Of all the entries below, retype only the lines from the one with "width:126px; height:126px; fill:#fffc;" through the one with "display:flex; align-items:center; gap:42px;", exactly as they appear.

──────

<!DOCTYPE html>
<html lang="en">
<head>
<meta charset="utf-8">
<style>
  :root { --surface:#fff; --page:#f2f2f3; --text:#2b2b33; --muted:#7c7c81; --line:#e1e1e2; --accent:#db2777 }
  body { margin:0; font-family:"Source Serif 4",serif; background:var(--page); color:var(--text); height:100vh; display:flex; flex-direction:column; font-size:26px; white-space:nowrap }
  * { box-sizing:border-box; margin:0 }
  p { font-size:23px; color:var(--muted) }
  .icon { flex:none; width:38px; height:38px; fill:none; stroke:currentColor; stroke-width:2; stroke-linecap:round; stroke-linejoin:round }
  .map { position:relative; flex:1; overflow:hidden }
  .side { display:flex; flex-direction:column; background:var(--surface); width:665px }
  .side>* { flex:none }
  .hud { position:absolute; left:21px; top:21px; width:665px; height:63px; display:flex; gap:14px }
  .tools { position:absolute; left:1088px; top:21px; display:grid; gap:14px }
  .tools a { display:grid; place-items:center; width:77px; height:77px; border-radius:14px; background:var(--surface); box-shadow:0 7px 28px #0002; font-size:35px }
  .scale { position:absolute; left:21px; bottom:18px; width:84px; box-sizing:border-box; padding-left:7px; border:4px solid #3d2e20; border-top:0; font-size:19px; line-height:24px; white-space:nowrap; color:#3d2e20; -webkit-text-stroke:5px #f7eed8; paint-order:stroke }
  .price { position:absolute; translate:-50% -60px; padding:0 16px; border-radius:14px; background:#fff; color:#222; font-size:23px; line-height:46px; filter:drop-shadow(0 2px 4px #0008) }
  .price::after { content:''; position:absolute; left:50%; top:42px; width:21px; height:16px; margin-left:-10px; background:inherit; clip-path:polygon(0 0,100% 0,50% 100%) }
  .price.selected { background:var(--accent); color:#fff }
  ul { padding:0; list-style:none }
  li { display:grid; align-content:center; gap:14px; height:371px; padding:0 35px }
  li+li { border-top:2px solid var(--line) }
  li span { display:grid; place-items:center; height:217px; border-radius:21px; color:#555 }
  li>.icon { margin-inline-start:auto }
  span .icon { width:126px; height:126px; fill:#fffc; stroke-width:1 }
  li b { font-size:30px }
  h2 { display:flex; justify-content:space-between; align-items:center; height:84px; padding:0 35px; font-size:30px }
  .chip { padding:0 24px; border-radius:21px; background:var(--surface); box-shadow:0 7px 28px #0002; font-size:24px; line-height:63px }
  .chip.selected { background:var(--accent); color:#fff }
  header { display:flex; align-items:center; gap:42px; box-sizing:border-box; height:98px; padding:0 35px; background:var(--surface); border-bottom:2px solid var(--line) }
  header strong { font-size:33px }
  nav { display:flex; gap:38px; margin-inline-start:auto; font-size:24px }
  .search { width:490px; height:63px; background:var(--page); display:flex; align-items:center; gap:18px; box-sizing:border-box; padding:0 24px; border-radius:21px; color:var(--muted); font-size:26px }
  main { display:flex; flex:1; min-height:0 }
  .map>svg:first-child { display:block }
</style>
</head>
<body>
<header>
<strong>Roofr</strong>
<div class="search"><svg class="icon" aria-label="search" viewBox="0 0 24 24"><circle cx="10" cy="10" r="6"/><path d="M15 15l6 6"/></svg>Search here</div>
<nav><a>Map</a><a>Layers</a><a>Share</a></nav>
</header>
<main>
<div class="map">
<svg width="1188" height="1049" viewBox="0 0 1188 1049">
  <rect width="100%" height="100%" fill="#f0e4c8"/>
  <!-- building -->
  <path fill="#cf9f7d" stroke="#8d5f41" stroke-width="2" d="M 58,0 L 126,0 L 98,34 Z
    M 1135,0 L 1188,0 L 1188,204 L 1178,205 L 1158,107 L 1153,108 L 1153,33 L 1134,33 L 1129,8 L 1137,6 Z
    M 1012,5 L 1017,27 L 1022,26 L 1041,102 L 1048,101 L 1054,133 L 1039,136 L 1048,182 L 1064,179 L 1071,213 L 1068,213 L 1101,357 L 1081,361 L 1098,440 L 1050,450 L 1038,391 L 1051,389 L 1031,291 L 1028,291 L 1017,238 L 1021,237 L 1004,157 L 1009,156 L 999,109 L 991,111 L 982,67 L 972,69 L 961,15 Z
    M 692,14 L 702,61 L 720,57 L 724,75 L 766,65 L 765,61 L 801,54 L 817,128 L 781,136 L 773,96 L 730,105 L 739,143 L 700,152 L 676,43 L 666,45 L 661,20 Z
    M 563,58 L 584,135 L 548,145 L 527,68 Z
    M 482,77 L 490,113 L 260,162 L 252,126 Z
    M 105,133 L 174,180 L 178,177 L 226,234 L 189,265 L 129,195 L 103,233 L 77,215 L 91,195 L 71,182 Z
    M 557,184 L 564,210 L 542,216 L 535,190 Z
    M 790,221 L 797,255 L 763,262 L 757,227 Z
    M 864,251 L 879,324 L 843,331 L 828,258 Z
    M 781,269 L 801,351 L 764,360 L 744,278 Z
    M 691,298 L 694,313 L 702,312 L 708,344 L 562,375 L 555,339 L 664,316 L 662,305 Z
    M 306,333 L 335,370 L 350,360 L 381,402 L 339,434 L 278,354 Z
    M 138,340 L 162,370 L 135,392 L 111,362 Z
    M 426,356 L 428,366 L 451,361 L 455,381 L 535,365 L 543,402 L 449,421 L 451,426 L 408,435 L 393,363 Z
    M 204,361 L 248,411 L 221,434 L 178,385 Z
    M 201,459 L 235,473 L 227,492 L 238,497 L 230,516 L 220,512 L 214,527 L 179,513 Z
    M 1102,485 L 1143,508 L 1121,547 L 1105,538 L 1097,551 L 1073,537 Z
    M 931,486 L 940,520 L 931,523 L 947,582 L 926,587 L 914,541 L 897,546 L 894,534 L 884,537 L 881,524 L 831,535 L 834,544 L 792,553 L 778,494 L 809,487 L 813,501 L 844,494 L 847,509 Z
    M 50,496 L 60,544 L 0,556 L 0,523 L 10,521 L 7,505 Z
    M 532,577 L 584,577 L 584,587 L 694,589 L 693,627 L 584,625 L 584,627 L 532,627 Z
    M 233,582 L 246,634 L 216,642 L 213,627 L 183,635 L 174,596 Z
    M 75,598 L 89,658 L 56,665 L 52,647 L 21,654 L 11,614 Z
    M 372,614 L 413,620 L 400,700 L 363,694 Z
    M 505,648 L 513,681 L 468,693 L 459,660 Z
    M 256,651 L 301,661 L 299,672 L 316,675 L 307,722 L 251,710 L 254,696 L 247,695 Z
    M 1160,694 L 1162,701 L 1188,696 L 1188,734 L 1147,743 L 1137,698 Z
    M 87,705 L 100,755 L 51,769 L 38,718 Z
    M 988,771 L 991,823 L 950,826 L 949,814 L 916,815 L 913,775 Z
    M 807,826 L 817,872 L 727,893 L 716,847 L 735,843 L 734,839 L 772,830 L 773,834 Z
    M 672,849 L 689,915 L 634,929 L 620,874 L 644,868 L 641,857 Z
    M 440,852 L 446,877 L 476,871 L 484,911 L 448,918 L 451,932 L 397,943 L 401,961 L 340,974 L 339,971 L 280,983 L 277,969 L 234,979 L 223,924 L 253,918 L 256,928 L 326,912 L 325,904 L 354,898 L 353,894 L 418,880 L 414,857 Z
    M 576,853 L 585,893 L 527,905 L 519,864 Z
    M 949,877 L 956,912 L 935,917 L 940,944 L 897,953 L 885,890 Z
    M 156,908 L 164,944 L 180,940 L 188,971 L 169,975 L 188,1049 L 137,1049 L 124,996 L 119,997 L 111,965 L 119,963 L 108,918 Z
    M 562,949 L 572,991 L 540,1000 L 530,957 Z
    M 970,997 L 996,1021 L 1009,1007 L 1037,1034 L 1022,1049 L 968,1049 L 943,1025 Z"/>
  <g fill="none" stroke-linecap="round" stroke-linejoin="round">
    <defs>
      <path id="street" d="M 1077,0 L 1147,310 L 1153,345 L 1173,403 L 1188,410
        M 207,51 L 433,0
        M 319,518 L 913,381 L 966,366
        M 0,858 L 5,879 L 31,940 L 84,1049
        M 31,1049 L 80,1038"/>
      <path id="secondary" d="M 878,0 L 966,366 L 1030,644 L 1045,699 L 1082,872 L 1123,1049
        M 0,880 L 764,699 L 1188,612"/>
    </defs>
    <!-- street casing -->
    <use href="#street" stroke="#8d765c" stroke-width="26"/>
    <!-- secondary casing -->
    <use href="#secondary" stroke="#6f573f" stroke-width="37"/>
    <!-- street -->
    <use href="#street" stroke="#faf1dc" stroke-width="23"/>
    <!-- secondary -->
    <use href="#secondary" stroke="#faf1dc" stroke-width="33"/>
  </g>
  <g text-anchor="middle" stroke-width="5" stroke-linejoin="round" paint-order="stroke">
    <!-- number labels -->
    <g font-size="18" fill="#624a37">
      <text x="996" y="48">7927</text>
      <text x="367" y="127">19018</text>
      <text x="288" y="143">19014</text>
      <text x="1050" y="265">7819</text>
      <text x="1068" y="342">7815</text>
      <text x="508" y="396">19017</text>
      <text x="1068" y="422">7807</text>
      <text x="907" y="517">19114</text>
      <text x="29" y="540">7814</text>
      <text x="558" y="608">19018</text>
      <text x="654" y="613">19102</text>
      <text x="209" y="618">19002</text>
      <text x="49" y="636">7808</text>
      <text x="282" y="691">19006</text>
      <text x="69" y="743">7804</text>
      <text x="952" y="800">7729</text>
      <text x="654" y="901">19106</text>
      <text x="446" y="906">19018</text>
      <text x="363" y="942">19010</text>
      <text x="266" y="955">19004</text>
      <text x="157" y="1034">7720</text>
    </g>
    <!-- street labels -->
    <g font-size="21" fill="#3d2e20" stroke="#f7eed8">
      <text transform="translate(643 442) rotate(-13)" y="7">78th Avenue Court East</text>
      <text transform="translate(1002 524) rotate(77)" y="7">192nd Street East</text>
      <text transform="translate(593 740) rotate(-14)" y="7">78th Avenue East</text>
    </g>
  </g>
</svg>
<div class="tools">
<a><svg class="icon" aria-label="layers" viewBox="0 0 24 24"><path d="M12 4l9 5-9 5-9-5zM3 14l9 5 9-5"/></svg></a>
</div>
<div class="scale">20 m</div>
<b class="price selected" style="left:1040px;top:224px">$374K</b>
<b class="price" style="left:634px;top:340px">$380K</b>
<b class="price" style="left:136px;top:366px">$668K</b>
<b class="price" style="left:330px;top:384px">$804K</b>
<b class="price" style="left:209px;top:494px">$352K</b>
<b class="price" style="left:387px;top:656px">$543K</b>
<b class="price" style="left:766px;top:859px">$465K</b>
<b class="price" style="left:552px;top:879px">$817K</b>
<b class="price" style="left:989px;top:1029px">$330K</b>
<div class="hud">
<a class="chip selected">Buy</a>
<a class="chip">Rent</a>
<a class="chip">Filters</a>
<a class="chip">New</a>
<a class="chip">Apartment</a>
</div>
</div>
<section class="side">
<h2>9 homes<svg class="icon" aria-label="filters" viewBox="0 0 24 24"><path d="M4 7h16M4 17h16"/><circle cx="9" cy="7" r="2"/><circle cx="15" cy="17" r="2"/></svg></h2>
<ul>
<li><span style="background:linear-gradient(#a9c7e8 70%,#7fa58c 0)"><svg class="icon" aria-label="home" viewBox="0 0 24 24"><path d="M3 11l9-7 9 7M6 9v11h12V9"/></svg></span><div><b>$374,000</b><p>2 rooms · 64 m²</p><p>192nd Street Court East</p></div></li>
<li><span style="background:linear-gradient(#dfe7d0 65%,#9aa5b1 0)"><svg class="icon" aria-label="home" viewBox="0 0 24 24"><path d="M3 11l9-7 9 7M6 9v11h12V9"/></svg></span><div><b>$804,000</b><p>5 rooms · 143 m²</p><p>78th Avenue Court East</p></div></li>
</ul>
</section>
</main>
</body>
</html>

──────

■ SOLUTION TO THIS PROBLEM
  span .icon { width:126px; height:126px; fill:#fffc; stroke-width:1 }
  li b { font-size:30px }
  h2 { display:flex; justify-content:space-between; align-items:center; height:84px; padding:0 35px; font-size:30px }
  .chip { padding:0 24px; border-radius:21px; background:var(--surface); box-shadow:0 7px 28px #0002; font-size:24px; line-height:63px }
  .chip.selected { background:var(--accent); color:#fff }
  header { display:flex; align-items:center; gap:42px; box-sizing:border-box; height:98px; padding:0 35px; background:var(--surface); border-bottom:2px solid var(--line) }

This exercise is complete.